“I have a seed.” ​The phrase “having a seed,” or what we later abbreviated to just the word “seed,” is the language we established to indicate that one of us had an idea for a RogueShul tweet. We would then exchange a few texts parsing out the idea and writing the joke together. In the early days of RogueShul, every seed needed a few minutes of craft as we worked out how Twitter worked and what was most likely to land. Now, a year-and-a-half later, the process is much more fluid—a second language, even.

We started RogueShul in May 2019 after finding ourselves wishing we had an outlet for all the outlandish things that happened every day as synagogue staff members. The unspoken truth about Jewish communal work is that in the midst of the chaos, it can be extraordinarily lonely. Nestled between answering the phone calls about where to donate old prayer books and questions about the Shabbat dinner registration form, there’s a synagogue staff member on the phone with a religious school father as he makes the funeral arrangements for a parent who died the night before. There’s the mother who drops off her 3-year-old at preschool with tears in her eyes as she prepares to share with her community that she and her partner have separated. The news that a beloved member’s cancer has returned sits heavily in the air as clergy go over the details of a child’s final bar mitzvah rehearsal.

At synagogues, life and death mingles with the mundane every single day. For us, humor was a way to wrestle with that. Sometimes, our work feels very tangibly holy and true, and sometimes we spend the afternoon defrosting the social hall freezer and cleaning out 40-year-old file cabinets. At the intersection of those realities, we found RogueShul.
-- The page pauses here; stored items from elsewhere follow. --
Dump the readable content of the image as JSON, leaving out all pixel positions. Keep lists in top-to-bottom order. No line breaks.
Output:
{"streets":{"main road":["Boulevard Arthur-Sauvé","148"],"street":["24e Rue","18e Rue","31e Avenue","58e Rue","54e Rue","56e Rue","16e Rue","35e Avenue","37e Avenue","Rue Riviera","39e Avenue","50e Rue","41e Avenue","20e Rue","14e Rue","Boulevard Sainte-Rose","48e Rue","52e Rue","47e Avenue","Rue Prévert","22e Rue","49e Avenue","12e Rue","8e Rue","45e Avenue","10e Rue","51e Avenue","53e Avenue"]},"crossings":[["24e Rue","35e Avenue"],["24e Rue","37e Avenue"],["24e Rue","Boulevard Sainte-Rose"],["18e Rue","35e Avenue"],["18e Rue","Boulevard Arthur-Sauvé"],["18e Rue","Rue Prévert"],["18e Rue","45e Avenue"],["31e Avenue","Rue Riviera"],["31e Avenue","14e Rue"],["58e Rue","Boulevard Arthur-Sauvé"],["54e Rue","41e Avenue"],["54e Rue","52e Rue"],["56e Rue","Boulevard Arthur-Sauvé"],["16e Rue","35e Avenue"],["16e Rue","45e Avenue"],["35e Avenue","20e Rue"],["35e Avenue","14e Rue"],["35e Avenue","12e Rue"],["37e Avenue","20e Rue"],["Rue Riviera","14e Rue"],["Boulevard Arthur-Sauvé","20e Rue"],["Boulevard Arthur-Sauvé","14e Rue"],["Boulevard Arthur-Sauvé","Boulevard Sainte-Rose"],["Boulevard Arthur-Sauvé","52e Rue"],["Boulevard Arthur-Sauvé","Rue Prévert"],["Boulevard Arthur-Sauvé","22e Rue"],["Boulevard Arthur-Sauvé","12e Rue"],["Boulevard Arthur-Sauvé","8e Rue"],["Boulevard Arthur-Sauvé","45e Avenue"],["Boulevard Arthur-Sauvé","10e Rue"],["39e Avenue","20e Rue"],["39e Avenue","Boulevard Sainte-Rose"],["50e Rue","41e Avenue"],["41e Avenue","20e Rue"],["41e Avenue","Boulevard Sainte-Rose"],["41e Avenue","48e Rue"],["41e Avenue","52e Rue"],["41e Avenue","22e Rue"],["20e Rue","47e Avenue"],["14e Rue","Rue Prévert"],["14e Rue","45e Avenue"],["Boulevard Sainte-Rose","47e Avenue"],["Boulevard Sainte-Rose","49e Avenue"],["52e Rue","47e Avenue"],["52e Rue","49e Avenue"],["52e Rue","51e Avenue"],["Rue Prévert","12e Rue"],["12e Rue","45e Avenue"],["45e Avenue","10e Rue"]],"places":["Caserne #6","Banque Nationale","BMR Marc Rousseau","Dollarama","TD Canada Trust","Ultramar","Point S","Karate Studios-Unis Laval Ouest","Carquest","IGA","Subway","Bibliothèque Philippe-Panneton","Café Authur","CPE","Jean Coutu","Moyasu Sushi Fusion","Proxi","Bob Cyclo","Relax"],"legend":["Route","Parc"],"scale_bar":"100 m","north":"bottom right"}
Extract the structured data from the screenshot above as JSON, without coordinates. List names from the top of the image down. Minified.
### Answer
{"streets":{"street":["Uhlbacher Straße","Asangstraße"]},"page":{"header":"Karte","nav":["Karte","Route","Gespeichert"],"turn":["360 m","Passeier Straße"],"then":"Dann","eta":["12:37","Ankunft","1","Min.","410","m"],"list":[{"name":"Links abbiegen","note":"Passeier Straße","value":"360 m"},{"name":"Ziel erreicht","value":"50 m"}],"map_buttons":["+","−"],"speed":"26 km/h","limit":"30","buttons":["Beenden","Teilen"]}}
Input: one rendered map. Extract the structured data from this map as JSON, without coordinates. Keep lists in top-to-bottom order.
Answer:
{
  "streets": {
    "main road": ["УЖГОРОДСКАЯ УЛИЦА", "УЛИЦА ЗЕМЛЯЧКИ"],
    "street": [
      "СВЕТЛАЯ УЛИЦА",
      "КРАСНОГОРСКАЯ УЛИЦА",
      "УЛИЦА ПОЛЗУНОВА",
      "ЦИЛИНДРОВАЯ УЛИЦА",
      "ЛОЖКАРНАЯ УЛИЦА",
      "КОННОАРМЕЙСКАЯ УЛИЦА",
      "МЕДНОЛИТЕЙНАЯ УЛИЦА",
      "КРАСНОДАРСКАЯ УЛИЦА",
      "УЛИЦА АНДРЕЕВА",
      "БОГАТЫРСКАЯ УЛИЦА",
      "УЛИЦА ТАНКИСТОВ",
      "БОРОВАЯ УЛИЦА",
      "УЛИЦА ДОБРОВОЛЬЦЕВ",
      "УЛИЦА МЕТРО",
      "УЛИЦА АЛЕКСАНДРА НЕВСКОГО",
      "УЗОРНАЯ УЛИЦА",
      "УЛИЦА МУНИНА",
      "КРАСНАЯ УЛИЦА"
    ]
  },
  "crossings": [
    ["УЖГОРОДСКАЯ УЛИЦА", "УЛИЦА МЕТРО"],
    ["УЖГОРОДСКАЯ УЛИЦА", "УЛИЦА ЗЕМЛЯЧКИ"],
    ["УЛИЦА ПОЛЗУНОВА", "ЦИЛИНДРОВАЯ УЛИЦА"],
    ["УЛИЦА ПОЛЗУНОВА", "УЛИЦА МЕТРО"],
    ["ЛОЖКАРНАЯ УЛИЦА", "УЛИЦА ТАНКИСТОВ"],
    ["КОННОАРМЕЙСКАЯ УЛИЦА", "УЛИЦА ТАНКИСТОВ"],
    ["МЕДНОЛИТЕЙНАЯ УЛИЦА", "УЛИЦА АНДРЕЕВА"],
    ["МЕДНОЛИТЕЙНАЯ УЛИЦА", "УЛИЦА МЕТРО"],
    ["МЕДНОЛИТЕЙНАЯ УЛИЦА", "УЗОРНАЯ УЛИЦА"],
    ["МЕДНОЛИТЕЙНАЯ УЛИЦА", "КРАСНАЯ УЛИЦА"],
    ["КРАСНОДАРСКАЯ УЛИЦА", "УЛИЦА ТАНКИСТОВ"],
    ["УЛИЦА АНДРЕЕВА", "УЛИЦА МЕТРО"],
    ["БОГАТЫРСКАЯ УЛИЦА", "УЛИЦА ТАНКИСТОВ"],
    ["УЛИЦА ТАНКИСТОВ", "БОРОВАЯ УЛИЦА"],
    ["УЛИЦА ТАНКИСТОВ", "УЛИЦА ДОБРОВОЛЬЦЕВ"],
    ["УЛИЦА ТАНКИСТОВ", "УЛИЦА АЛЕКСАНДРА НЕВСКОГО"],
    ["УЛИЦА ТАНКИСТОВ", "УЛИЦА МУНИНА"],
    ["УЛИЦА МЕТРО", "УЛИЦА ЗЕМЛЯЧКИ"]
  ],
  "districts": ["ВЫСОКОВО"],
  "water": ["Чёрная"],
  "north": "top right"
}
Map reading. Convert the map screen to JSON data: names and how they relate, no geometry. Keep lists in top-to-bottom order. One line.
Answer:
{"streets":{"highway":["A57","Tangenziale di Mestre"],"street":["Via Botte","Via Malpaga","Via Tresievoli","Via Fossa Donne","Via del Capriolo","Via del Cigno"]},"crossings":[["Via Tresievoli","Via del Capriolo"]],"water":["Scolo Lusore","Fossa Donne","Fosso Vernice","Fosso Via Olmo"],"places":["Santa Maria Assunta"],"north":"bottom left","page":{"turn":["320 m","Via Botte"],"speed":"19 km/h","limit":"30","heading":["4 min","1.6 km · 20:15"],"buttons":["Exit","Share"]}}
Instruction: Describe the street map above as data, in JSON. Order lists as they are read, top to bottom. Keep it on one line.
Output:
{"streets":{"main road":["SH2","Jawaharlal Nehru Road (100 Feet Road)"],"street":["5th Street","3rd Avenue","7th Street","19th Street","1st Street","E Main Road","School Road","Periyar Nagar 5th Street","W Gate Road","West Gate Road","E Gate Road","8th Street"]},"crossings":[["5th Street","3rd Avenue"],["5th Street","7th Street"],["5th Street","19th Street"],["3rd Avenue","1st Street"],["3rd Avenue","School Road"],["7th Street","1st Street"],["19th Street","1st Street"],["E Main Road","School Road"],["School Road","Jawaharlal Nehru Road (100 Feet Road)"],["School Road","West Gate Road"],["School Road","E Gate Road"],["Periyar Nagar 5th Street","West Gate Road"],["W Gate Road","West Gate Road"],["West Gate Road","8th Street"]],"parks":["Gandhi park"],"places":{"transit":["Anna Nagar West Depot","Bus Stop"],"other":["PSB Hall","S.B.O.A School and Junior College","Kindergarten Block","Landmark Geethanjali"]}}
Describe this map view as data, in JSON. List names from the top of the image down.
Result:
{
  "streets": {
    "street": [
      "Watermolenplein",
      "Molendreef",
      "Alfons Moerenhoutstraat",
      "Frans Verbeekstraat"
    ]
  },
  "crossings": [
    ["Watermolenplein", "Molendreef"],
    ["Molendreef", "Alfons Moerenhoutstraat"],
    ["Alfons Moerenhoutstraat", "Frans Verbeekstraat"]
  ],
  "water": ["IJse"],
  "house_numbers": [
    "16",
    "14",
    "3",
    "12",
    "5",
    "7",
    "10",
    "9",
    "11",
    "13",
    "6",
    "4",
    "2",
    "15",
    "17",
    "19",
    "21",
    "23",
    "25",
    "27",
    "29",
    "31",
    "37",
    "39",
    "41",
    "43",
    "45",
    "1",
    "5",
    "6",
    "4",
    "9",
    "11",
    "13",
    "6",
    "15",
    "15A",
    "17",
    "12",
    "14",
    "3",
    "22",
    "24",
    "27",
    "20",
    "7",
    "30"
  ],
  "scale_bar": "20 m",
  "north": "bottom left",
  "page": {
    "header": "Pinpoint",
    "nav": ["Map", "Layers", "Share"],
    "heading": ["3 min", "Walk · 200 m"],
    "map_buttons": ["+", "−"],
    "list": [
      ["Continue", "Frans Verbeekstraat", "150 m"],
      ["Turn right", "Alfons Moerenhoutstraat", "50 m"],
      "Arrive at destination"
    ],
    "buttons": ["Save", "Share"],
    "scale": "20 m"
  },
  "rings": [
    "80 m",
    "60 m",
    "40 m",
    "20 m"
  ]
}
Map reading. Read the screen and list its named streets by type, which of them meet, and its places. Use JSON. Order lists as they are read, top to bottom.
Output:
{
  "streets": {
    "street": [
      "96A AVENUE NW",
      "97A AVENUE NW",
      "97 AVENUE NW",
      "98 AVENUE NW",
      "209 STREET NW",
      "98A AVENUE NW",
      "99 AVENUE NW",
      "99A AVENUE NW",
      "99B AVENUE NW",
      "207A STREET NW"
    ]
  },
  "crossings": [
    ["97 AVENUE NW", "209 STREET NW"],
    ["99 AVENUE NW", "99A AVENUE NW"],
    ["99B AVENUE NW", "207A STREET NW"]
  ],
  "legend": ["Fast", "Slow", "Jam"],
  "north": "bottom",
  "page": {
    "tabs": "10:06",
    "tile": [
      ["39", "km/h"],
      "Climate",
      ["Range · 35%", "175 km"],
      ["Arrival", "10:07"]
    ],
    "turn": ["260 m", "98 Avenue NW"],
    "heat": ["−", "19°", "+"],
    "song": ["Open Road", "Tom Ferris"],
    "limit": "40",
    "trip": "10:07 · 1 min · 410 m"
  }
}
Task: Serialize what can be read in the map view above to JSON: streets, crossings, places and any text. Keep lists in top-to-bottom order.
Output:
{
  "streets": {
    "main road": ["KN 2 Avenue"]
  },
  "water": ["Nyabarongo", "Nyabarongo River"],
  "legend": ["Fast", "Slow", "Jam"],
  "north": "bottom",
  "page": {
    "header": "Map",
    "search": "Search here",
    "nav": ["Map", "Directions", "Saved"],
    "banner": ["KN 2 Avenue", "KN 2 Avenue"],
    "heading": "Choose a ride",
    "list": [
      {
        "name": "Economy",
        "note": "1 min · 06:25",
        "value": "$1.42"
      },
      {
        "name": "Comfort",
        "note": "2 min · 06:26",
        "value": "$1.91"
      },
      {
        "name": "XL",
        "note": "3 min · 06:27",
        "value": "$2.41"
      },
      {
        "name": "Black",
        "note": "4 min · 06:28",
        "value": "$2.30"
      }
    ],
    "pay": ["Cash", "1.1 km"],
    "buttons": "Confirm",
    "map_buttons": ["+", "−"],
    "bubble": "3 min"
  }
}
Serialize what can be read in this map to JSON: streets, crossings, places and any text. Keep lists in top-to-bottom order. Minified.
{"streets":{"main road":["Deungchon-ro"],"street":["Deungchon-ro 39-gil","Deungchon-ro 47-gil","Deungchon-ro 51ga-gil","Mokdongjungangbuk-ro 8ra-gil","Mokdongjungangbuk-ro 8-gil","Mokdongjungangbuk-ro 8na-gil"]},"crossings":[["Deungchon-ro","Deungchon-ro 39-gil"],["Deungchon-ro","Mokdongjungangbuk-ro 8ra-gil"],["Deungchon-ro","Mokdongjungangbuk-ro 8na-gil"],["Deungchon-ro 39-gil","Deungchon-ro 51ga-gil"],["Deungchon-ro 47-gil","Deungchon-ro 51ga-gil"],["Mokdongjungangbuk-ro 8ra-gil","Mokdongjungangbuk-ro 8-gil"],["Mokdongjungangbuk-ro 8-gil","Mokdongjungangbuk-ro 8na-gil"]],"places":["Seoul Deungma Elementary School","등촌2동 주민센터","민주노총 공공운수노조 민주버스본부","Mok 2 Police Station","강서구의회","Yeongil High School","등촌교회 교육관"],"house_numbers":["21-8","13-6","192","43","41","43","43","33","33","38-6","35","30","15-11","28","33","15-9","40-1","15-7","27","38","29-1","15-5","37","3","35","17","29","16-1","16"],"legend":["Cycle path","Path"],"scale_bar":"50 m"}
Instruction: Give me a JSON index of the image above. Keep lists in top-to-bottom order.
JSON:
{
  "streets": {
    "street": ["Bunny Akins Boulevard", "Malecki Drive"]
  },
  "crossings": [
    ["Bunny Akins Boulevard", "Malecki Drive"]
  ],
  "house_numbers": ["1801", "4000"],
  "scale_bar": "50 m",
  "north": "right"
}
Our Twitter adventure began simply as a way to entertain ourselves and to laugh about the work at the end of consistently long days. As our follower count grew, what emerged was something unique—a community we didn’t know we needed. Suddenly, synagogue staff members had an outlet for the goofy, the unbelievable, the mundane and the irritating—and it turns out there are hundreds of people who needed that. The shift from exclusively tweeting humor and snark to thinking about what people needed to hear made room for a shift in our own work and our perspective on changing Jewish institutions. We began to see the bigger picture of the communities we were part of both locally and nationally, and where we fit into them.

We, the staff of RogueShul, come from different places and different eras. Our approach to this work evolved in different ways but somehow our paths converged at the right moment, when we each needed to find our professional center again, and in that place we found it was not just the two of us standing and laughing together, but all of you as well. What had felt for a long time like wandering aimlessly suddenly felt like chronicling a journey and navigating the big messy world together.

We are awed by the vast community of voices with whom we have connected of every age, gender, race, political view and religious observance and the conversations that have emerged among us. We have come to appreciate your humor and your insight and it now informs our work. Our hearts are warmed that you have loved the characters we created at RogueShul. (Especially dear to us is the busload of fictitious confirmands who ventured to New York City last October.) There have been dark days for us all in the months of 2020 and it has been an honor to connect in moments of challenge and lift spirits where we could.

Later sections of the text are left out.